■ What is needed ■
Transcribe the lines exactly, beginning with the one that contains "Task: Extract the" and ending with the final line of the records. Do not transcribe pictures.

====== Entries supplied

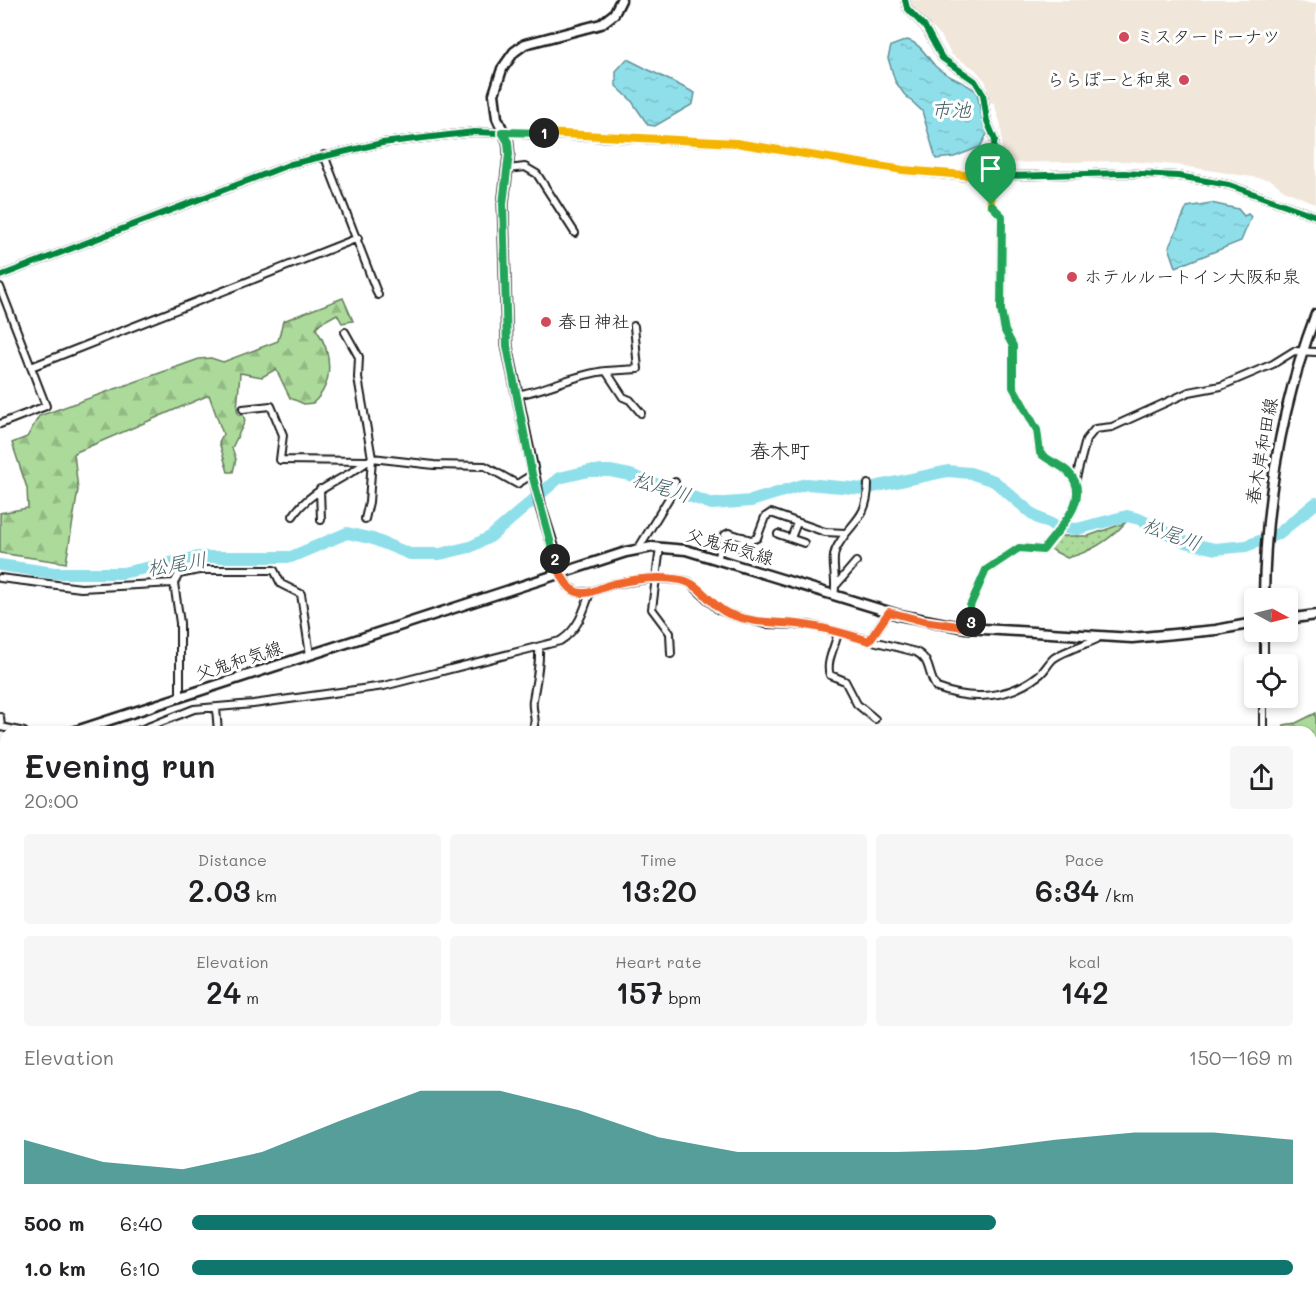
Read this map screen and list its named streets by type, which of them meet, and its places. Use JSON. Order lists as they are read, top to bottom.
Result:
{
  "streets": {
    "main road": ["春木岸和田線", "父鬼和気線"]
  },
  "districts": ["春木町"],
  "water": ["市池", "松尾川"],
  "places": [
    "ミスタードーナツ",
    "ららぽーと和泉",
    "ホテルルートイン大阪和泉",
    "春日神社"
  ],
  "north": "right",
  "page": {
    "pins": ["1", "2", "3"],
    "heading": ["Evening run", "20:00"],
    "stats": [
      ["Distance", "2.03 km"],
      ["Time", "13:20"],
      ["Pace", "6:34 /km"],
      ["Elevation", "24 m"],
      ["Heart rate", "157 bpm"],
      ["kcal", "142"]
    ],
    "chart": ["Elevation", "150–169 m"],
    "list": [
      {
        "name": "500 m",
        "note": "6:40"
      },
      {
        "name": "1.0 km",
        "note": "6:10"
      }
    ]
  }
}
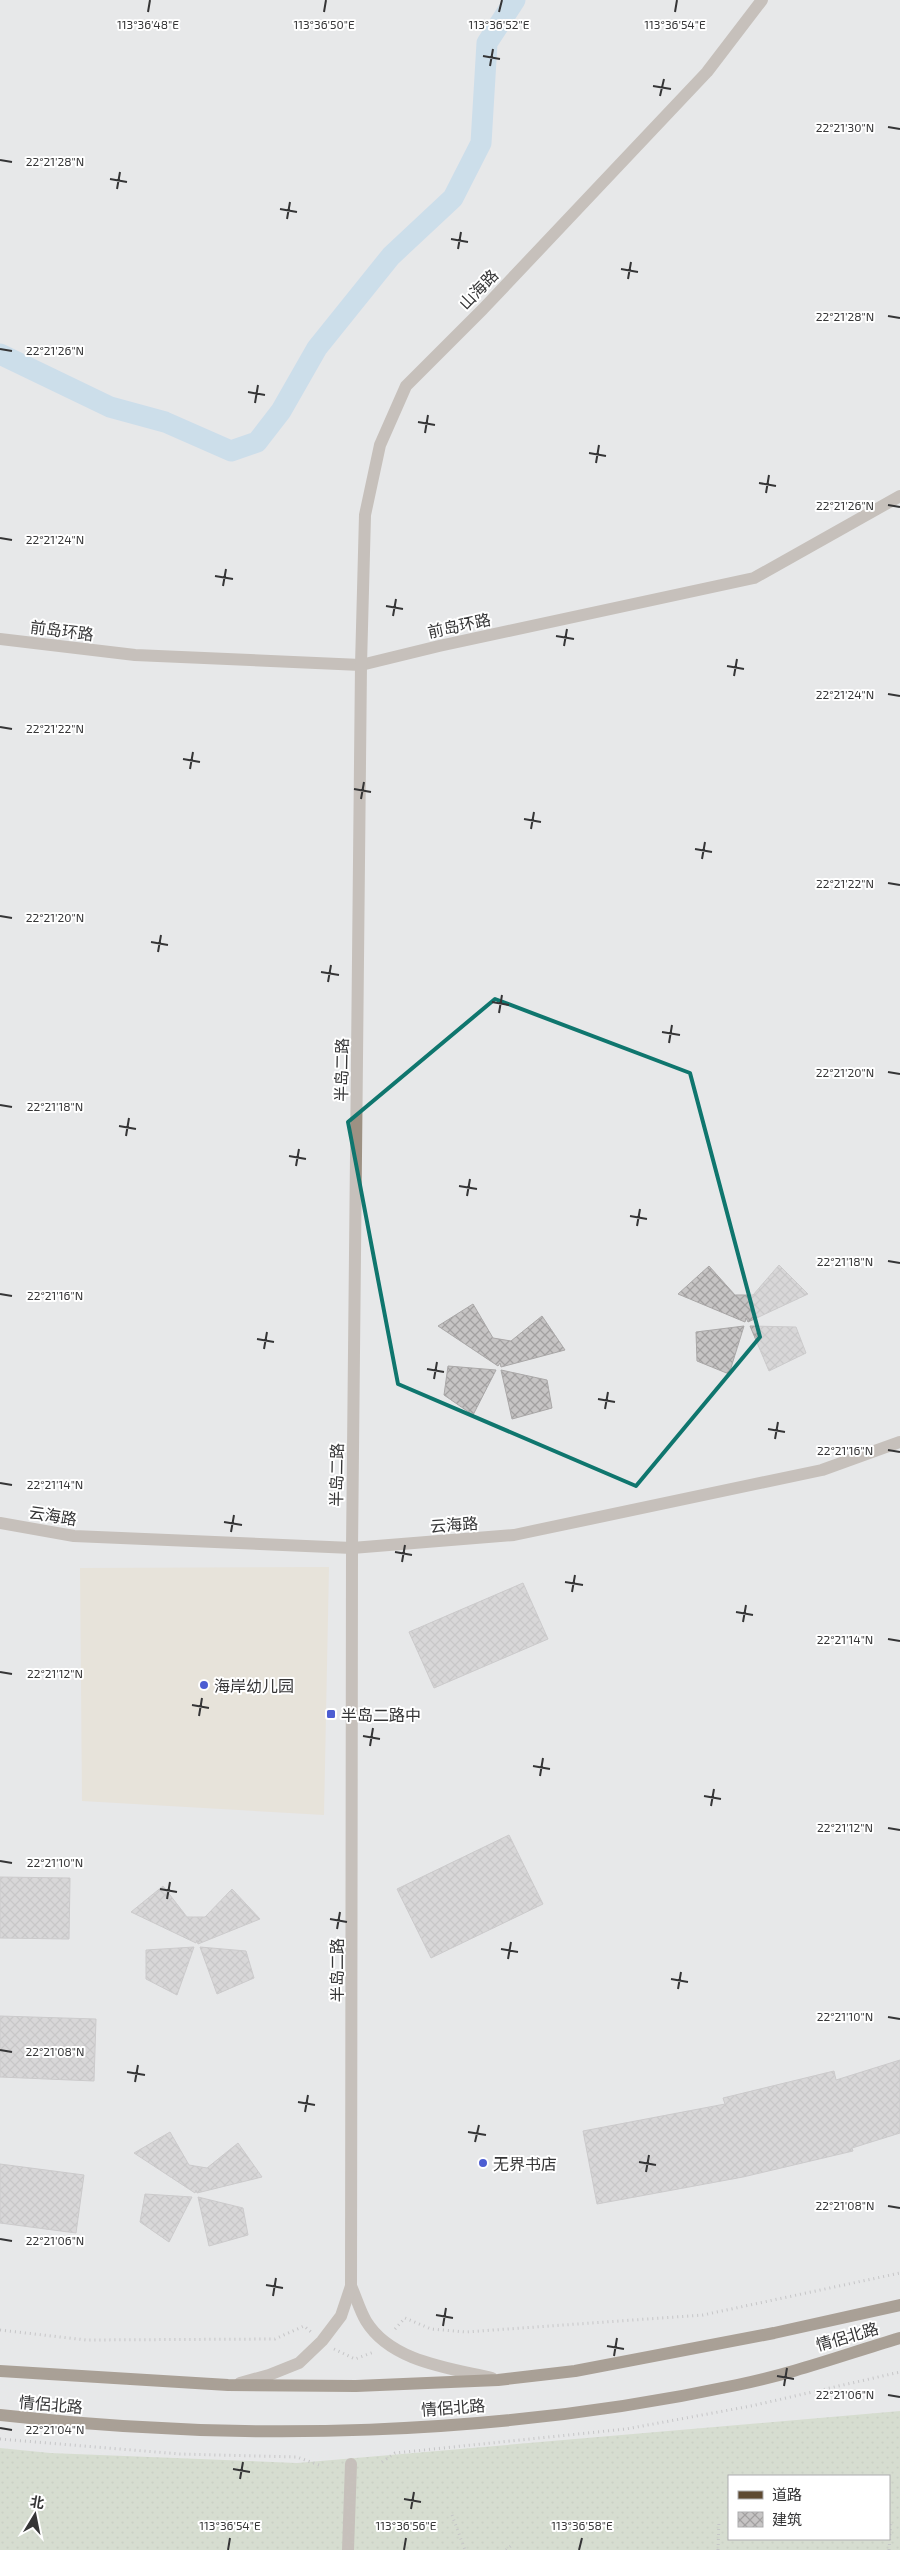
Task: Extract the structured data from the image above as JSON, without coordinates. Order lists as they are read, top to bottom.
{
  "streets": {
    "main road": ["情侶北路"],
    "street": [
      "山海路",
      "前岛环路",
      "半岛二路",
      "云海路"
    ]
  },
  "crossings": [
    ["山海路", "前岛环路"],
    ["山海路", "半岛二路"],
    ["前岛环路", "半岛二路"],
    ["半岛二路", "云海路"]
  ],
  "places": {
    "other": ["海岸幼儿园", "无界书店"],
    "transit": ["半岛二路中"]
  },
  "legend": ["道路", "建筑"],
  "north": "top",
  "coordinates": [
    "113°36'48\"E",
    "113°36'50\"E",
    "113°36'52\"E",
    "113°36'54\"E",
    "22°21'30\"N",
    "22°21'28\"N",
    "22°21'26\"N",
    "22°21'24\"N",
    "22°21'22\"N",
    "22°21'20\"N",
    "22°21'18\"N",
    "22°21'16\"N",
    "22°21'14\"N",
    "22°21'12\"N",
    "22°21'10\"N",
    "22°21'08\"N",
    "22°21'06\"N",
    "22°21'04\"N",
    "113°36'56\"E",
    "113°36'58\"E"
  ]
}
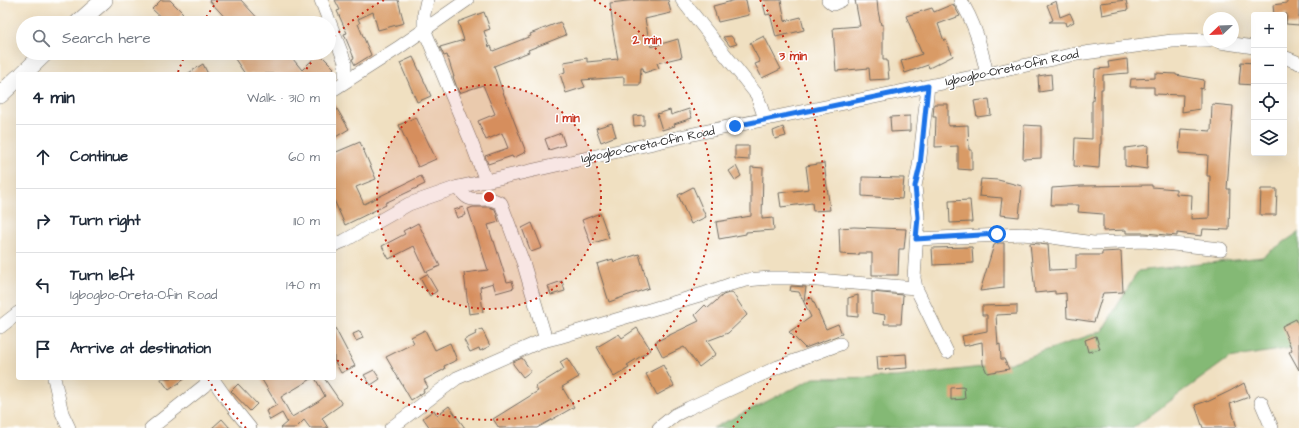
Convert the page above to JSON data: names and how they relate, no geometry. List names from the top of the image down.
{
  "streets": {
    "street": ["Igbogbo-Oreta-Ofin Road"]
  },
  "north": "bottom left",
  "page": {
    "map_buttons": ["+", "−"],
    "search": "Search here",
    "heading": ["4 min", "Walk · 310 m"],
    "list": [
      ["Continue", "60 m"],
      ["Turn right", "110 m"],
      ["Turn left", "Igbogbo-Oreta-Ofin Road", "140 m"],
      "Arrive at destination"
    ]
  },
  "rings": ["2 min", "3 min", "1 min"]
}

============

■ Solved problem ■
Task: Extract the structured data from the image above as JSON, without coordinates. Order lists as they are read, top to bottom.
{
  "streets": {
    "main road": ["情侶北路"],
    "street": [
      "山海路",
      "前岛环路",
      "半岛二路",
      "云海路"
    ]
  },
  "crossings": [
    ["山海路", "前岛环路"],
    ["山海路", "半岛二路"],
    ["前岛环路", "半岛二路"],
    ["半岛二路", "云海路"]
  ],
  "places": {
    "other": ["海岸幼儿园", "无界书店"],
    "transit": ["半岛二路中"]
  },
  "legend": ["道路", "建筑"],
  "north": "top",
  "coordinates": [
    "113°36'48\"E",
    "113°36'50\"E",
    "113°36'52\"E",
    "113°36'54\"E",
    "22°21'30\"N",
    "22°21'28\"N",
    "22°21'26\"N",
    "22°21'24\"N",
    "22°21'22\"N",
    "22°21'20\"N",
    "22°21'18\"N",
    "22°21'16\"N",
    "22°21'14\"N",
    "22°21'12\"N",
    "22°21'10\"N",
    "22°21'08\"N",
    "22°21'06\"N",
    "22°21'04\"N",
    "113°36'56\"E",
    "113°36'58\"E"
  ]
}
Convert the page above to JSON data: names and how they relate, no geometry. List names from the top of the image down.
{
  "streets": {
    "street": ["Igbogbo-Oreta-Ofin Road"]
  },
  "north": "bottom left",
  "page": {
    "map_buttons": ["+", "−"],
    "search": "Search here",
    "heading": ["4 min", "Walk · 310 m"],
    "list": [
      ["Continue", "60 m"],
      ["Turn right", "110 m"],
      ["Turn left", "Igbogbo-Oreta-Ofin Road", "140 m"],
      "Arrive at destination"
    ]
  },
  "rings": ["2 min", "3 min", "1 min"]
}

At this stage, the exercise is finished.